Start of Supplied information

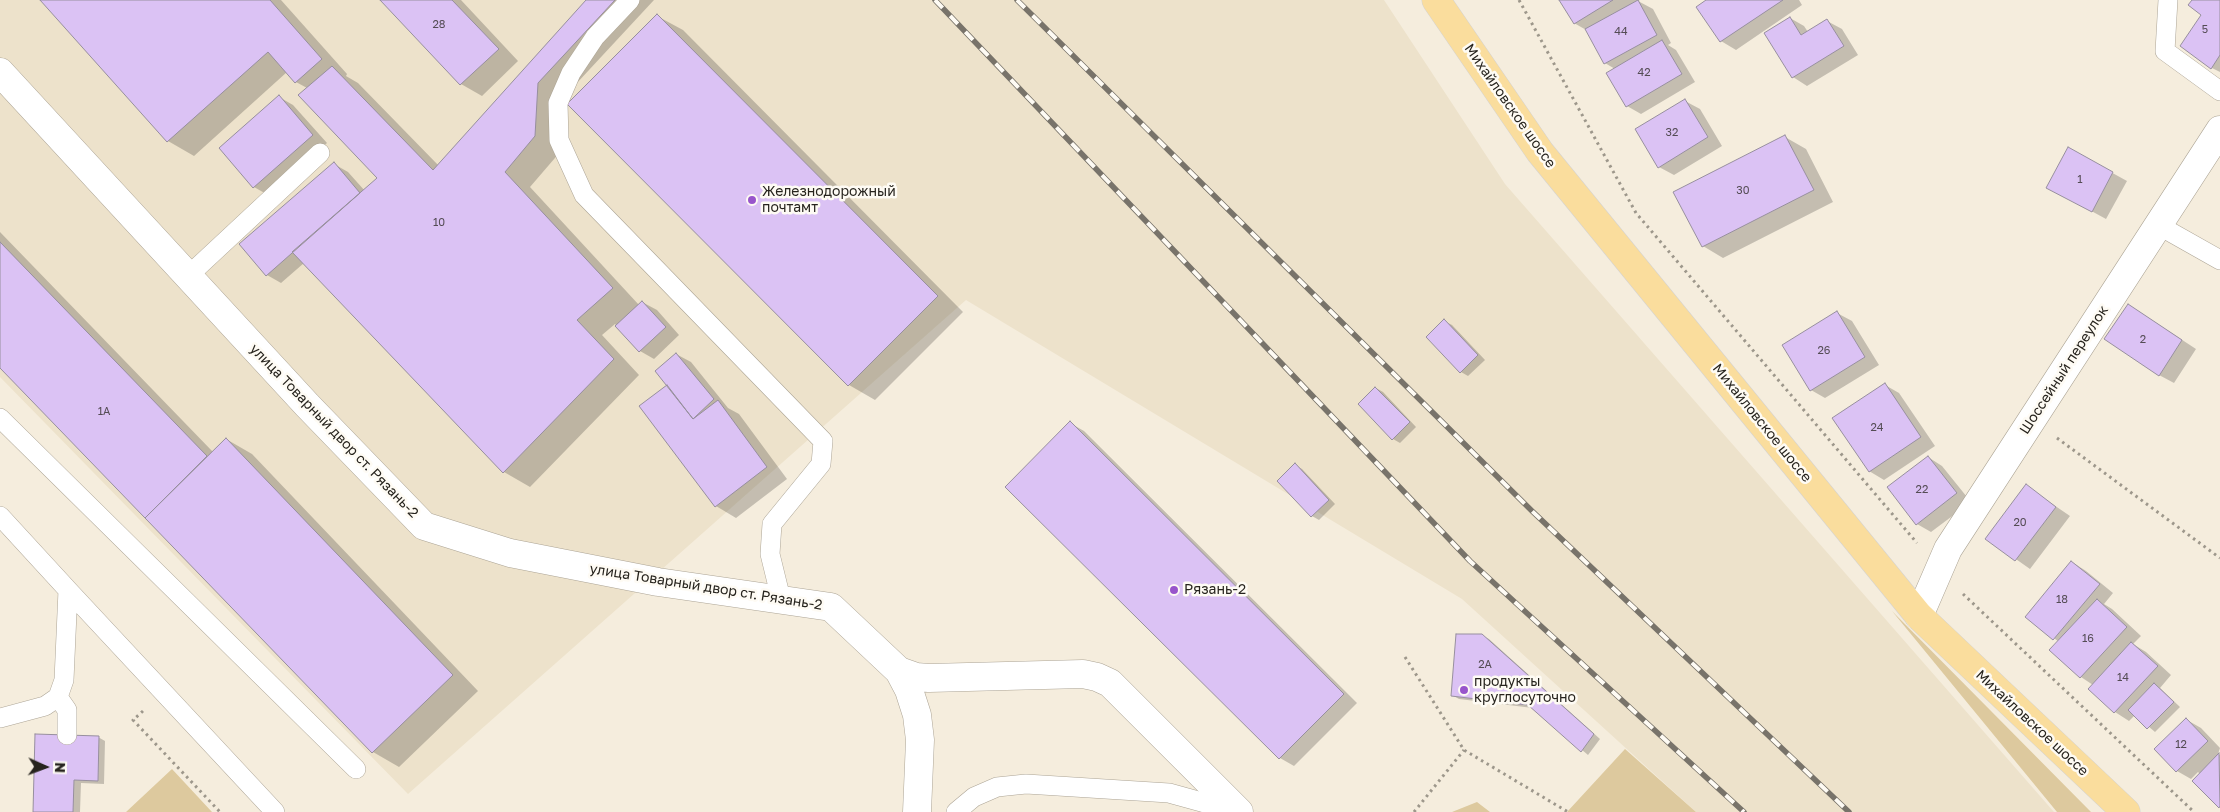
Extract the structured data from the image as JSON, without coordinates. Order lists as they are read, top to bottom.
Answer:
{
  "streets": {
    "main road": ["Михайловское шоссе"],
    "street": ["Шоссейный переулок", "улица Товарный двор ст. Рязань-2"]
  },
  "crossings": [
    ["Михайловское шоссе", "Шоссейный переулок"]
  ],
  "places": ["Железнодорожный почтамт", "Рязань-2", "продукты круглосуточно"],
  "house_numbers": [
    "28",
    "5",
    "44",
    "42",
    "32",
    "1",
    "30",
    "10",
    "2",
    "26",
    "1А",
    "24",
    "22",
    "20",
    "18",
    "16",
    "2А",
    "14",
    "12"
  ],
  "north": "right"
}
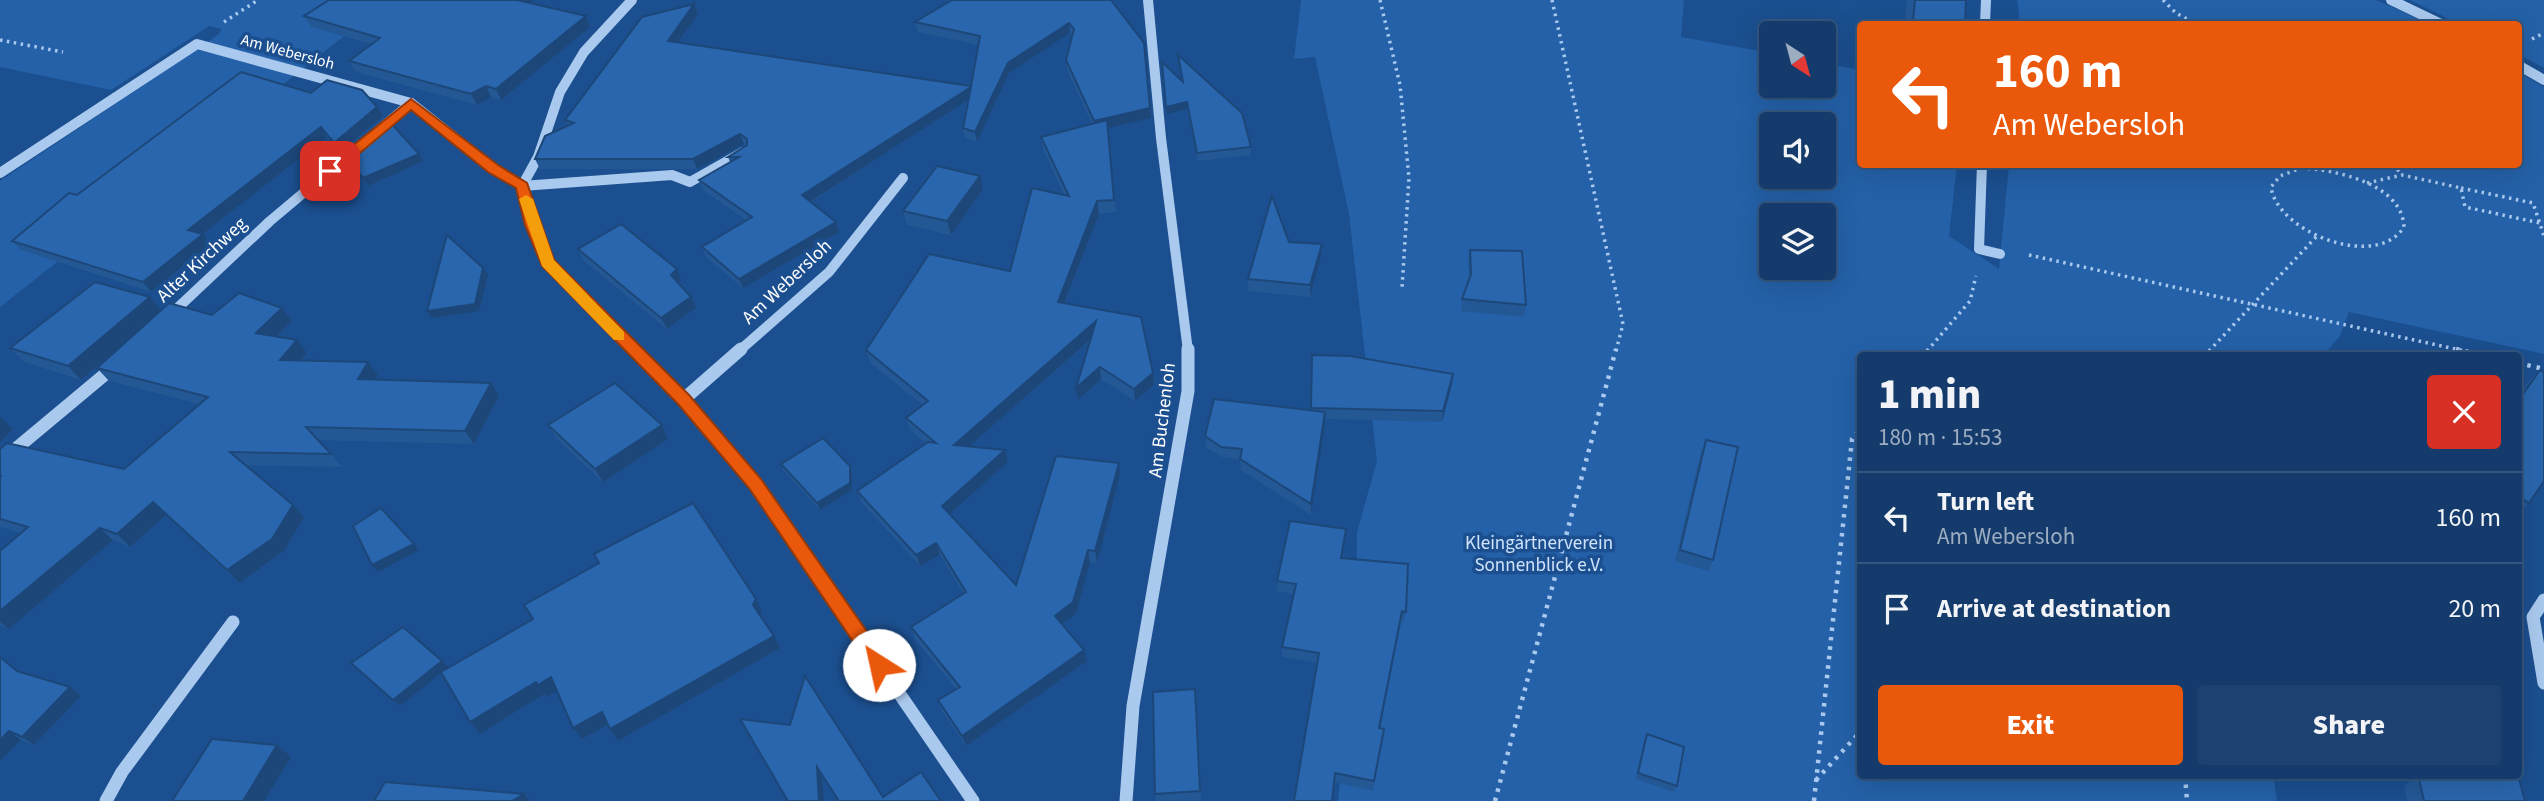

End of Supplied information

§ What to do: Once the pictures are set aside, write out each record exactly.

§ Exercise solution:
Extract the structured data from the image as JSON, without coordinates. Order lists as they are read, top to bottom.
Answer:
{
  "streets": {
    "main road": ["Михайловское шоссе"],
    "street": ["Шоссейный переулок", "улица Товарный двор ст. Рязань-2"]
  },
  "crossings": [
    ["Михайловское шоссе", "Шоссейный переулок"]
  ],
  "places": ["Железнодорожный почтамт", "Рязань-2", "продукты круглосуточно"],
  "house_numbers": [
    "28",
    "5",
    "44",
    "42",
    "32",
    "1",
    "30",
    "10",
    "2",
    "26",
    "1А",
    "24",
    "22",
    "20",
    "18",
    "16",
    "2А",
    "14",
    "12"
  ],
  "north": "right"
}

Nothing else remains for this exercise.